(Data extracted from a collection)
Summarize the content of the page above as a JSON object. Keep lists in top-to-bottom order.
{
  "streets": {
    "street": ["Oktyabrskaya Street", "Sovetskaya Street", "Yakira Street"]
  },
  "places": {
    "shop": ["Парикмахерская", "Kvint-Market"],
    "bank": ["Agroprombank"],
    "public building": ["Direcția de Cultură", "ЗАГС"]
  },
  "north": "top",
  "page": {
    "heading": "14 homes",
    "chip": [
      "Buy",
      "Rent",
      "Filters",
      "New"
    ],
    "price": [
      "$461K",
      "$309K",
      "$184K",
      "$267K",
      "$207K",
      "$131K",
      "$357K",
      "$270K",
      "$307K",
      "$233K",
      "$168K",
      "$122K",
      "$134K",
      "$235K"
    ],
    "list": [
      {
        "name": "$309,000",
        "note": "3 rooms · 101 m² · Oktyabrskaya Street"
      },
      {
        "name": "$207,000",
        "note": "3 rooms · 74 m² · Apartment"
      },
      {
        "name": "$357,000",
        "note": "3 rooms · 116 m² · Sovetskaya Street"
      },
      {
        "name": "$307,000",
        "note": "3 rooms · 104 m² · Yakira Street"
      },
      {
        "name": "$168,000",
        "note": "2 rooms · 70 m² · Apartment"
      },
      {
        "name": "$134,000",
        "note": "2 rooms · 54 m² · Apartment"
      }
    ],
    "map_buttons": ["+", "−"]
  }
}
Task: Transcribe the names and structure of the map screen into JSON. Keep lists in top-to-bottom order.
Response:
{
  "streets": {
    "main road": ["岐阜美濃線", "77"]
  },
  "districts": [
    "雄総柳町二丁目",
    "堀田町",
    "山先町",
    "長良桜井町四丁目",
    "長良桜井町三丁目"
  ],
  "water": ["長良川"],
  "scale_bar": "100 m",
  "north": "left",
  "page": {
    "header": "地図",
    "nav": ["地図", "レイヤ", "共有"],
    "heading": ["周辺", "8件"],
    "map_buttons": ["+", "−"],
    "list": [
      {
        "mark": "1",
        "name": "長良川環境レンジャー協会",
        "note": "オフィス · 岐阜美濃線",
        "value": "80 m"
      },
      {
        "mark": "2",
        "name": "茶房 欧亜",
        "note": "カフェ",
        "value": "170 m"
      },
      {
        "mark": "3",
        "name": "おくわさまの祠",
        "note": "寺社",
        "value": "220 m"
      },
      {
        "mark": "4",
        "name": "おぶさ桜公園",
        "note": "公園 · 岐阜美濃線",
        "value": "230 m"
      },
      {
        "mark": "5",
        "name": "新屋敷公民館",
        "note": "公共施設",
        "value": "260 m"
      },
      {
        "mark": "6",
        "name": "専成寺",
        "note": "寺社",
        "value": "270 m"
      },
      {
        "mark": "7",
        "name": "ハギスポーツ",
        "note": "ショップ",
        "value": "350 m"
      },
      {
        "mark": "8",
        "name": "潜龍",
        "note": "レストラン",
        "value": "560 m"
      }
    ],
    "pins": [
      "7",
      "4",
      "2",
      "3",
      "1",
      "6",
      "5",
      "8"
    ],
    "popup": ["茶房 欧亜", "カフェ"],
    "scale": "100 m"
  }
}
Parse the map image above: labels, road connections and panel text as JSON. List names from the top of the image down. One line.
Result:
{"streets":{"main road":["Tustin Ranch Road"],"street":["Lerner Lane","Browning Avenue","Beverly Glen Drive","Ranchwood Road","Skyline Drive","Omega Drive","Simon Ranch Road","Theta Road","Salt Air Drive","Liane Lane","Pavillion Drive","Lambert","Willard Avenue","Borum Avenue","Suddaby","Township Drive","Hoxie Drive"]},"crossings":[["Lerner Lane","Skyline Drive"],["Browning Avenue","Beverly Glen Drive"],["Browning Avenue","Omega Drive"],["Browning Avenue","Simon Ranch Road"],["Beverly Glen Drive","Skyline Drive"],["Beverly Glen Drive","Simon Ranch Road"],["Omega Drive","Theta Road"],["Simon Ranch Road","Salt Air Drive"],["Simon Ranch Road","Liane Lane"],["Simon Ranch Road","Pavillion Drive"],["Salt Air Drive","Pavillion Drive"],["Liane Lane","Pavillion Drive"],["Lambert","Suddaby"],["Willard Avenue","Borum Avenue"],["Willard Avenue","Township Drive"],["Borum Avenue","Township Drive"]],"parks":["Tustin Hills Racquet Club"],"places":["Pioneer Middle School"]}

◆ **Goal of the exercise**: Up to and including the line with "Task: Transcribe the", repeat the data exactly, starting from its first line; nothing else belongs in the response.

◆ **Response area**:
Summarize the content of the page above as a JSON object. Keep lists in top-to-bottom order.
{
  "streets": {
    "street": ["Oktyabrskaya Street", "Sovetskaya Street", "Yakira Street"]
  },
  "places": {
    "shop": ["Парикмахерская", "Kvint-Market"],
    "bank": ["Agroprombank"],
    "public building": ["Direcția de Cultură", "ЗАГС"]
  },
  "north": "top",
  "page": {
    "heading": "14 homes",
    "chip": [
      "Buy",
      "Rent",
      "Filters",
      "New"
    ],
    "price": [
      "$461K",
      "$309K",
      "$184K",
      "$267K",
      "$207K",
      "$131K",
      "$357K",
      "$270K",
      "$307K",
      "$233K",
      "$168K",
      "$122K",
      "$134K",
      "$235K"
    ],
    "list": [
      {
        "name": "$309,000",
        "note": "3 rooms · 101 m² · Oktyabrskaya Street"
      },
      {
        "name": "$207,000",
        "note": "3 rooms · 74 m² · Apartment"
      },
      {
        "name": "$357,000",
        "note": "3 rooms · 116 m² · Sovetskaya Street"
      },
      {
        "name": "$307,000",
        "note": "3 rooms · 104 m² · Yakira Street"
      },
      {
        "name": "$168,000",
        "note": "2 rooms · 70 m² · Apartment"
      },
      {
        "name": "$134,000",
        "note": "2 rooms · 54 m² · Apartment"
      }
    ],
    "map_buttons": ["+", "−"]
  }
}
Task: Transcribe the names and structure of the map screen into JSON. Keep lists in top-to-bottom order.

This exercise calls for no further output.